Information below:
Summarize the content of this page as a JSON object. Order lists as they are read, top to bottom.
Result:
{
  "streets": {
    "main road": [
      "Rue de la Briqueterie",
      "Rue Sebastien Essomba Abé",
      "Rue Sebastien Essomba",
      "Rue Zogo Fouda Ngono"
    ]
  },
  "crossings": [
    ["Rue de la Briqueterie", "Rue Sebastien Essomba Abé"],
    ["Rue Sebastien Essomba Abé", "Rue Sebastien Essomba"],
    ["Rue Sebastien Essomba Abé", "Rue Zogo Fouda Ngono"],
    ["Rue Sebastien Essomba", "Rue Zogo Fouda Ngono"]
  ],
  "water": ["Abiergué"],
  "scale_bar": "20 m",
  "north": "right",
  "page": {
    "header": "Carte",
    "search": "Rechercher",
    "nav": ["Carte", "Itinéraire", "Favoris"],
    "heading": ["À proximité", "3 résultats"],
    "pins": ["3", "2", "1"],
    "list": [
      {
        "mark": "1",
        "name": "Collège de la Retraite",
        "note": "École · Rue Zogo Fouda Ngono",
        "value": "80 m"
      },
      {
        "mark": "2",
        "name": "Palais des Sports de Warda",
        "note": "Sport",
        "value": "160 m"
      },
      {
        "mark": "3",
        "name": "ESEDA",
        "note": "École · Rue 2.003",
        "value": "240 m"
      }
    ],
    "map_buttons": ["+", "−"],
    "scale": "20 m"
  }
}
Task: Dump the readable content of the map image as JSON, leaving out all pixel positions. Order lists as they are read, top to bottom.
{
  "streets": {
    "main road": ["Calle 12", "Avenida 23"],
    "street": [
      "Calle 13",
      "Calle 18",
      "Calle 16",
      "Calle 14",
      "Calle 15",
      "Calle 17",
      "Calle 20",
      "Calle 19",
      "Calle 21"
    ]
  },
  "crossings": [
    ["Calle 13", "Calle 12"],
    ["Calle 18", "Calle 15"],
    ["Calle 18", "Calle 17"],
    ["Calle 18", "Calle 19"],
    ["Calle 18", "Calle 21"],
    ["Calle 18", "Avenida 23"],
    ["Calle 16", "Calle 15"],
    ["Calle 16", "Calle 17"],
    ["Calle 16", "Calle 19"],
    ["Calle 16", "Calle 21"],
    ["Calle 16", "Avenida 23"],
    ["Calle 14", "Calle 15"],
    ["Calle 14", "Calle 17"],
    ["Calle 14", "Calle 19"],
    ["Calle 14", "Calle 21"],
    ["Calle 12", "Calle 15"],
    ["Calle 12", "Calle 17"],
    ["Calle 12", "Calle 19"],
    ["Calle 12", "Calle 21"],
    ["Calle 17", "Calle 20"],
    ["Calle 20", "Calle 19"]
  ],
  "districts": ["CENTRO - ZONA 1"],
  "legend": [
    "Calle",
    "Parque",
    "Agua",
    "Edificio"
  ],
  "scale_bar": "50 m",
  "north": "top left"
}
End of Information.
Directions for this task:
Nothing in the records may change; write them out again in full.

Result of the exercise:
Summarize the content of this page as a JSON object. Order lists as they are read, top to bottom.
Result:
{
  "streets": {
    "main road": [
      "Rue de la Briqueterie",
      "Rue Sebastien Essomba Abé",
      "Rue Sebastien Essomba",
      "Rue Zogo Fouda Ngono"
    ]
  },
  "crossings": [
    ["Rue de la Briqueterie", "Rue Sebastien Essomba Abé"],
    ["Rue Sebastien Essomba Abé", "Rue Sebastien Essomba"],
    ["Rue Sebastien Essomba Abé", "Rue Zogo Fouda Ngono"],
    ["Rue Sebastien Essomba", "Rue Zogo Fouda Ngono"]
  ],
  "water": ["Abiergué"],
  "scale_bar": "20 m",
  "north": "right",
  "page": {
    "header": "Carte",
    "search": "Rechercher",
    "nav": ["Carte", "Itinéraire", "Favoris"],
    "heading": ["À proximité", "3 résultats"],
    "pins": ["3", "2", "1"],
    "list": [
      {
        "mark": "1",
        "name": "Collège de la Retraite",
        "note": "École · Rue Zogo Fouda Ngono",
        "value": "80 m"
      },
      {
        "mark": "2",
        "name": "Palais des Sports de Warda",
        "note": "Sport",
        "value": "160 m"
      },
      {
        "mark": "3",
        "name": "ESEDA",
        "note": "École · Rue 2.003",
        "value": "240 m"
      }
    ],
    "map_buttons": ["+", "−"],
    "scale": "20 m"
  }
}
Task: Dump the readable content of the map image as JSON, leaving out all pixel positions. Order lists as they are read, top to bottom.
{
  "streets": {
    "main road": ["Calle 12", "Avenida 23"],
    "street": [
      "Calle 13",
      "Calle 18",
      "Calle 16",
      "Calle 14",
      "Calle 15",
      "Calle 17",
      "Calle 20",
      "Calle 19",
      "Calle 21"
    ]
  },
  "crossings": [
    ["Calle 13", "Calle 12"],
    ["Calle 18", "Calle 15"],
    ["Calle 18", "Calle 17"],
    ["Calle 18", "Calle 19"],
    ["Calle 18", "Calle 21"],
    ["Calle 18", "Avenida 23"],
    ["Calle 16", "Calle 15"],
    ["Calle 16", "Calle 17"],
    ["Calle 16", "Calle 19"],
    ["Calle 16", "Calle 21"],
    ["Calle 16", "Avenida 23"],
    ["Calle 14", "Calle 15"],
    ["Calle 14", "Calle 17"],
    ["Calle 14", "Calle 19"],
    ["Calle 14", "Calle 21"],
    ["Calle 12", "Calle 15"],
    ["Calle 12", "Calle 17"],
    ["Calle 12", "Calle 19"],
    ["Calle 12", "Calle 21"],
    ["Calle 17", "Calle 20"],
    ["Calle 20", "Calle 19"]
  ],
  "districts": ["CENTRO - ZONA 1"],
  "legend": [
    "Calle",
    "Parque",
    "Agua",
    "Edificio"
  ],
  "scale_bar": "50 m",
  "north": "top left"
}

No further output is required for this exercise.